Gravity-16B-A3B-Base

Gravity-16B-A3B-Base

Gravity-16B-A3B-Base is a pretrained language model trained from scratch by Trillion Labs, Lunit, and collaborating partners. Built on a sparse Mixture-of-Experts (MoE) architecture, it features 16.24B total parameters with 3.16B active parameters per token. The model was pretrained on approximately 5.5 trillion tokens with a strong emphasis on STEM and medical domains.

Model Summary

Property Value
Total Parameters 16.24B
Active Parameters 3.16B
Architecture GravityMoE
Number of Layers 28
Hidden Size 2048
Attention Heads 16
KV Heads 16
Routed Experts 64
Shared Experts 1
Experts per Token 8
MoE Intermediate Size 1408
Context Length 32,768 tokens
Vocabulary Size 151,552
Precision bf16
License Apache 2.0

Architecture

Gravity-16B-A3B-Base is pretrained from scratch using a DeepSeek-like architecture (DeepSeek-AI et al., 2024), which demonstrates strong performance at this scale and whose original results serve as a reference for comparison. This is the same architectural family adopted by Moonlight (Liu et al., 2025). Key architectural features include:

  • Multi-head Latent Attention (MLA): Uses low-rank key-value compression (kv_lora_rank=512) for efficient KV cache usage, significantly reducing memory footprint during inference.
  • Mixture-of-Experts: 64 routed experts with top-8 selection and 1 shared expert. The first layer uses a dense MLP, and all subsequent layers use the MoE structure.
  • Sigmoid Routing with Bias Correction: Uses sigmoid-based scoring with auxiliary-free load balancing via e_score_correction_bias, avoiding the need for auxiliary loss terms during training.
  • Interleaved RoPE: Rotary position embeddings with interleaved weight layout for efficiency.

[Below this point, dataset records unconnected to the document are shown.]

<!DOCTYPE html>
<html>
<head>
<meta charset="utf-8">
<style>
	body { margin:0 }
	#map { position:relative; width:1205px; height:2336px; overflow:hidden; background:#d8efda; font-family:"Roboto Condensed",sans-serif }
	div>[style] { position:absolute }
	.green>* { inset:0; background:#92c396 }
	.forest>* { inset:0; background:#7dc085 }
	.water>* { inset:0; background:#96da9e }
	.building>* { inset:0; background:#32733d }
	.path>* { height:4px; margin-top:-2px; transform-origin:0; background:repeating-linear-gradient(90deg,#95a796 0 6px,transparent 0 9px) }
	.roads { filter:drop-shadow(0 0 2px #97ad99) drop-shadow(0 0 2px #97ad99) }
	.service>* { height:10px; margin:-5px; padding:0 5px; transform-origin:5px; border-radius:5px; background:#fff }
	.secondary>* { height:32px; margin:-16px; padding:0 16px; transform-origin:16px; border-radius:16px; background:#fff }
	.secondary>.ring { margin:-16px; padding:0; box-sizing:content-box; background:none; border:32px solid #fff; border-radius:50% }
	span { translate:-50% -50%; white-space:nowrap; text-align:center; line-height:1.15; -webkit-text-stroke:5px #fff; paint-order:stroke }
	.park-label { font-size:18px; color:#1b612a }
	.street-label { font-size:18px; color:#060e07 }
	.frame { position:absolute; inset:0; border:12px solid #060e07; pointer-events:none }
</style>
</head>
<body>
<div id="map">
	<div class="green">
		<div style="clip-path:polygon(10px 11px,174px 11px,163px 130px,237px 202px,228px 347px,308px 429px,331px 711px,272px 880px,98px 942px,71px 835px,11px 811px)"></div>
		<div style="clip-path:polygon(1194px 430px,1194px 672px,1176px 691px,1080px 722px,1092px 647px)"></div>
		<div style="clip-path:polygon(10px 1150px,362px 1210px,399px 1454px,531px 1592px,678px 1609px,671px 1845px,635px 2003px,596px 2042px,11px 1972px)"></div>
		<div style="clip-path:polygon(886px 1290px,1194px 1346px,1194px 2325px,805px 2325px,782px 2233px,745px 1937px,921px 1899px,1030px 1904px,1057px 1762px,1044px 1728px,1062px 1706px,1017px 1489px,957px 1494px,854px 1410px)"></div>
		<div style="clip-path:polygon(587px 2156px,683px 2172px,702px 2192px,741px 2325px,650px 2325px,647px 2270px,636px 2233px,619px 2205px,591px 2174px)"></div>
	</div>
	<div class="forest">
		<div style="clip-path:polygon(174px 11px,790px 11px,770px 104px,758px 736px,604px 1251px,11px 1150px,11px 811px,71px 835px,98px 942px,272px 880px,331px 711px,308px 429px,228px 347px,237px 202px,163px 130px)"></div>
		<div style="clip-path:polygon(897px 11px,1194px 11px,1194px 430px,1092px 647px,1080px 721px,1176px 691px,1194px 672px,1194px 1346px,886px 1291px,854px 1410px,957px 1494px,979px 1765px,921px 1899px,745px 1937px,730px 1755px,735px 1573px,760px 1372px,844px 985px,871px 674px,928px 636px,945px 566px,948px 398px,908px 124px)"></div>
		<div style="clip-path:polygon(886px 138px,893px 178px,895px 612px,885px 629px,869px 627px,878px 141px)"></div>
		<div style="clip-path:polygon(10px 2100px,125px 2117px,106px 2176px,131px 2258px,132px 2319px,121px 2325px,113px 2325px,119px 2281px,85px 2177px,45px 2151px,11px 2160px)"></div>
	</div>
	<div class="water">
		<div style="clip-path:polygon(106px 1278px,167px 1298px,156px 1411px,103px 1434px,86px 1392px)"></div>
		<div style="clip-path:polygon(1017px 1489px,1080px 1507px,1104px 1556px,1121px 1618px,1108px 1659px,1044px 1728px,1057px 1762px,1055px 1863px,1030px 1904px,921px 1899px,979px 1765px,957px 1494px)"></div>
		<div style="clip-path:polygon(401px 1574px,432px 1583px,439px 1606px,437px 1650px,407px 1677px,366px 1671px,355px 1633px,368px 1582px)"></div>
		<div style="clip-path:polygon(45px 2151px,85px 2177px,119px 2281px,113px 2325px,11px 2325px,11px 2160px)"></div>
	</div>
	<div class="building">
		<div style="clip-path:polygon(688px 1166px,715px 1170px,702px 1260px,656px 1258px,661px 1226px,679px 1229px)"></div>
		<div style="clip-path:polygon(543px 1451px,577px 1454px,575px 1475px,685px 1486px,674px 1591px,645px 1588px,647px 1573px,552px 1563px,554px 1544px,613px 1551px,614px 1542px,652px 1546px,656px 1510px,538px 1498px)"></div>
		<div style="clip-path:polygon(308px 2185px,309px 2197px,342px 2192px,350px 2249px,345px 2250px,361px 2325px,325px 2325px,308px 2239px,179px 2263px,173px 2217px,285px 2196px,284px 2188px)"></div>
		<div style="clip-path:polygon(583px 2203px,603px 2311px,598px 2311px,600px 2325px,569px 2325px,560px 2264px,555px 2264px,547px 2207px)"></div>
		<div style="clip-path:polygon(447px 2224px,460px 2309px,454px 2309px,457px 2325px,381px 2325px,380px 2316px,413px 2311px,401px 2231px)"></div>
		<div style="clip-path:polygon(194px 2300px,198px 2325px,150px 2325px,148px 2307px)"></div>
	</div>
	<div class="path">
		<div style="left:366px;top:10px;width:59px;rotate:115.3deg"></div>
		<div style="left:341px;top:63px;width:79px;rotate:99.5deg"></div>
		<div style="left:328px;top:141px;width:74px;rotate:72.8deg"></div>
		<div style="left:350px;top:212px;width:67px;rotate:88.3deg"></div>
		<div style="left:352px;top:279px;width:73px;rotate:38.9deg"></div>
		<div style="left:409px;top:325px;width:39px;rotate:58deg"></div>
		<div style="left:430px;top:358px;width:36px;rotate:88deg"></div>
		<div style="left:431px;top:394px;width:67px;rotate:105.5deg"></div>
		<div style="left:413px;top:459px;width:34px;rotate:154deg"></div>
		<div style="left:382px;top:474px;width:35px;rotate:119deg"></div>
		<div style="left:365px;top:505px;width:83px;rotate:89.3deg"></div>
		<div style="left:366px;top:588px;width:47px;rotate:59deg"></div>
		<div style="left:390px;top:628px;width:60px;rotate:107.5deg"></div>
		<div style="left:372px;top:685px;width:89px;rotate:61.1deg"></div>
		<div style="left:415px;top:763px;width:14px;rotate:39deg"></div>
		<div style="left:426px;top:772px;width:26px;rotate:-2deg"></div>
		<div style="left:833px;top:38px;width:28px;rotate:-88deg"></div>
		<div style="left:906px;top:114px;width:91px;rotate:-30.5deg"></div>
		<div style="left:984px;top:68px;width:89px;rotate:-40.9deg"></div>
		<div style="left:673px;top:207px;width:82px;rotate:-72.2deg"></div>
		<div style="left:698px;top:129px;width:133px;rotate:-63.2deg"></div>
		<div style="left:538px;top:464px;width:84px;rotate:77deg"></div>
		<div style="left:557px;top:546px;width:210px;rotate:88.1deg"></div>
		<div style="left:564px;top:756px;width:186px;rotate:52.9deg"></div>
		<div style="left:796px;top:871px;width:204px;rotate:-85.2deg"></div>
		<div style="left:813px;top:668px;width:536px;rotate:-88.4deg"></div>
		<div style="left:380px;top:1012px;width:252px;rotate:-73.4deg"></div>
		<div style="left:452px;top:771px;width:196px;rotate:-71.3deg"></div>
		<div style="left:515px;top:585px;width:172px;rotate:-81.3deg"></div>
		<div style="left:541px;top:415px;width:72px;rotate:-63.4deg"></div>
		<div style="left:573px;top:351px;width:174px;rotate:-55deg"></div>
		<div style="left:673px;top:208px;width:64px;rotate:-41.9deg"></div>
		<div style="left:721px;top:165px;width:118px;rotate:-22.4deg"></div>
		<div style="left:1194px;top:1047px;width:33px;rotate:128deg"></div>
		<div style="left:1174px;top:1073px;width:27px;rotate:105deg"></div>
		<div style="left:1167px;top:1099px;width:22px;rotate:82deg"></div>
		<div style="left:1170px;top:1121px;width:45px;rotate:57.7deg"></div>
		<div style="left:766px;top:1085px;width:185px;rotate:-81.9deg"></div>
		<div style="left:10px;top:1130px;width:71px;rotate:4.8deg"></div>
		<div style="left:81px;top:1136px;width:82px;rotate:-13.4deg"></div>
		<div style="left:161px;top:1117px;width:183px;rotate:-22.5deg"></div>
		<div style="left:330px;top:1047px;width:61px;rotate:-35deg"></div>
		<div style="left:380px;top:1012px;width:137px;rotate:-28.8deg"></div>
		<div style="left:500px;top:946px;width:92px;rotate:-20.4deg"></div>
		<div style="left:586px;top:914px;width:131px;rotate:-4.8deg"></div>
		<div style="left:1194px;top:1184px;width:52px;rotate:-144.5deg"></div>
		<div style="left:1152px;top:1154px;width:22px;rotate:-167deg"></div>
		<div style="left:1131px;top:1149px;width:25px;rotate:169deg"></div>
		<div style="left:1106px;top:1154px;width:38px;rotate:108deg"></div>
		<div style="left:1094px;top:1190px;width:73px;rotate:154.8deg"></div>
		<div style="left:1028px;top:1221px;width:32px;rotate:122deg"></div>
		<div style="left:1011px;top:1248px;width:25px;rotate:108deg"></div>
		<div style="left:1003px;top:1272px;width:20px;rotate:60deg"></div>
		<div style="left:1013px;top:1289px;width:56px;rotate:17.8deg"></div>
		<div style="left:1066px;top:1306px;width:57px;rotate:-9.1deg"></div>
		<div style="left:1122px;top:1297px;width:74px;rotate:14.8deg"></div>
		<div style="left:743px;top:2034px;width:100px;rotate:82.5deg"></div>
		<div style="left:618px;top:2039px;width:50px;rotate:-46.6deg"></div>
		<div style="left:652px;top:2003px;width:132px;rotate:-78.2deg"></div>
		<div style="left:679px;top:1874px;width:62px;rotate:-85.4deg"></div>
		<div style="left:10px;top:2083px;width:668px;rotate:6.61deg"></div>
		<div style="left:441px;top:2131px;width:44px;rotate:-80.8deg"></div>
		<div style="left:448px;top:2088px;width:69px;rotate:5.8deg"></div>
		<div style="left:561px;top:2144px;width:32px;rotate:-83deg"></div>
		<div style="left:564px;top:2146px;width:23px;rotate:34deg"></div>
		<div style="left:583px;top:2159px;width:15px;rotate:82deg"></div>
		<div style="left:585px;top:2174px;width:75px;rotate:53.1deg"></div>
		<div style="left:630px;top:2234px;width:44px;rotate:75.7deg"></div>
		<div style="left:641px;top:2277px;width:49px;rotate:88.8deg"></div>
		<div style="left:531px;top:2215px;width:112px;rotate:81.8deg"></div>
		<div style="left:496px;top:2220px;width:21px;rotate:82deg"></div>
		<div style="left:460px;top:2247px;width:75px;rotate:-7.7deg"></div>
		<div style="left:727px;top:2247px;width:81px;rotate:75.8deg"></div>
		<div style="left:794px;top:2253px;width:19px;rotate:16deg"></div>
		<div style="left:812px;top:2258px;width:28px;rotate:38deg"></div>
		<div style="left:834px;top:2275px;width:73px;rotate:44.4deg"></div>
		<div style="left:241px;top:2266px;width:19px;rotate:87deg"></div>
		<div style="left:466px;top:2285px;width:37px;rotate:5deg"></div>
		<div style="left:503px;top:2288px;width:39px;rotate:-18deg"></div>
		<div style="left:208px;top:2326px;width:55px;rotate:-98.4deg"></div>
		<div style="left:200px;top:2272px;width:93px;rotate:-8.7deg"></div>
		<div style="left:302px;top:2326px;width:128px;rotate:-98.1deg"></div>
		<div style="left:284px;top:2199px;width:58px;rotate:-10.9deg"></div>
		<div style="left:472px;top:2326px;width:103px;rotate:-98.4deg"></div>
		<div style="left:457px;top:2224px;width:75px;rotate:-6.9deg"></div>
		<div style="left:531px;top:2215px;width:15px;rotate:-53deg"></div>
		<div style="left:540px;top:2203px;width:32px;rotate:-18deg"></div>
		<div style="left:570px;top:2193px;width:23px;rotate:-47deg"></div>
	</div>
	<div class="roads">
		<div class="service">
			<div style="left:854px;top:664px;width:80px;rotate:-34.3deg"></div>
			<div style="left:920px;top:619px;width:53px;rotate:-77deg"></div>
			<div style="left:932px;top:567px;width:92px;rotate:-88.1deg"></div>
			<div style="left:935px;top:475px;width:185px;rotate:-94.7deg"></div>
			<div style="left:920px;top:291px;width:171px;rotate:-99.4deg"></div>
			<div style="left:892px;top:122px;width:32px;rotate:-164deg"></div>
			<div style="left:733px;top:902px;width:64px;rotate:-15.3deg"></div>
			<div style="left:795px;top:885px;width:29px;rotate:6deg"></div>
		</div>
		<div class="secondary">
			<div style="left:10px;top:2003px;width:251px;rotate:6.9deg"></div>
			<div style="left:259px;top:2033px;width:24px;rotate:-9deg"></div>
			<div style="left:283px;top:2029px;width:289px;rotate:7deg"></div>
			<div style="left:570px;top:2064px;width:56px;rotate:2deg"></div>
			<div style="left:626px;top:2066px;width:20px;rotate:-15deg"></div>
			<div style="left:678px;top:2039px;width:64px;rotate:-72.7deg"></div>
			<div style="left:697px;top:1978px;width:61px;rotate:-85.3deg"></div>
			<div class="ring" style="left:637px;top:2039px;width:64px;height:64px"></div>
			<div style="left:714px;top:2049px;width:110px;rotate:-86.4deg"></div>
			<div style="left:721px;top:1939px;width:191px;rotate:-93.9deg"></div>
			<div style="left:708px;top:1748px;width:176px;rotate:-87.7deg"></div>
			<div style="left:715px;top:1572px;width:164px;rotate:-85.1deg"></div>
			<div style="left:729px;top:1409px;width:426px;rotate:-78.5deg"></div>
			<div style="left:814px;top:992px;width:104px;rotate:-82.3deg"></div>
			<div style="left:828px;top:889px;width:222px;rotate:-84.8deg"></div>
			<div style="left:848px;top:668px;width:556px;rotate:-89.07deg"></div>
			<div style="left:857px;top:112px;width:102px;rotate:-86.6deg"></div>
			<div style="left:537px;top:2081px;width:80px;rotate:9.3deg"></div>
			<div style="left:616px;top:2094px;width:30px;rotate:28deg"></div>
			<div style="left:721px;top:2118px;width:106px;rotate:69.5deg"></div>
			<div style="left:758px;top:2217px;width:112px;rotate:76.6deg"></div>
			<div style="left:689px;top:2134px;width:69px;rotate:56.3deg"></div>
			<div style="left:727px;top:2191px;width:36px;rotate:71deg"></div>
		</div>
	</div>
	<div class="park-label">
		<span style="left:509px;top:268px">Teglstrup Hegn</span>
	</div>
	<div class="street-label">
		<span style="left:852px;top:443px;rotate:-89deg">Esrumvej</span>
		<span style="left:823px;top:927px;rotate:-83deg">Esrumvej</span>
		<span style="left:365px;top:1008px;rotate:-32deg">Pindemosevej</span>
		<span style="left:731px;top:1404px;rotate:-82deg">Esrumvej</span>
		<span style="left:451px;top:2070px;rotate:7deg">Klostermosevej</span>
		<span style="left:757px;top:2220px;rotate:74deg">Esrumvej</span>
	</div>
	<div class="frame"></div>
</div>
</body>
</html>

Comparison with Similar Models

While the overall architecture is similar, Gravity-16B-A3B-Base differs in the design choices:

Parameter Gravity-16B-A3B-Base DeepSeek-V3-Small Moonlight-16B-A3B
Tokenizer GLM-4.5 (vocab: 151,552) DeepSeek (vocab: 129,280) Custom (vocab: 163,840)
Layers 28 27 27
Dense Intermediate Size 8,192 11,264 11,264
Shared Experts 1 2 2
Experts per Token 8 8 6
Context Length 32,768 4,096 8,192
RoPE Base Frequency 1,000,000 10,000 50,000

Tokenizer

Gravity-MoE uses a tokenizer initialized from GLM-4.5 (vocabulary size: 151,552). Based on internal evaluations across multilingual corpora, we found this tokenizer to be more efficient in terms of fertility and compression ratio compared to alternatives, particularly for mixed English-Korean workloads.

Evaluation Results

All evaluations are conducted on the base pretrained model without any instruction tuning or post-training.

Category Benchmark Description Metric Score
General Knowledge MMLU (5-shot) Massive Multitask Language Understanding across 57 subjects acc 73.0
Global MMLU (EN) Multilingual MMLU โ€” English acc 73.5
Global MMLU (KO) Multilingual MMLU โ€” Korean acc 65.8
Reasoning GPQA Main Graduate-level science QA (physics, chemistry, biology) acc 38.4
ARC-Challenge Grade-school science questions, challenge set acc_norm 56.8
HellaSwag Commonsense natural language inference acc_norm 77.9
Math GSM8K Grade-school math word problems exact_match 71.3
Code HumanEval+ Python function synthesis with augmented tests pass@1 31.7
MBPP+ Mostly basic Python programs with augmented tests pass@1 73.3
Medical MedQA (4 options) US Medical Licensing Exam-style questions acc 63.4
Reading Comprehension CoQA Conversational question answering over passages F1 77.5

Quickstart

Installation

pip install "transformers>=5.0" torch

Using Transformers

from transformers import AutoModelForCausalLM, AutoTokenizer
import torch

model_name = "trillionlabs/Gravity-16B-A3B-Base"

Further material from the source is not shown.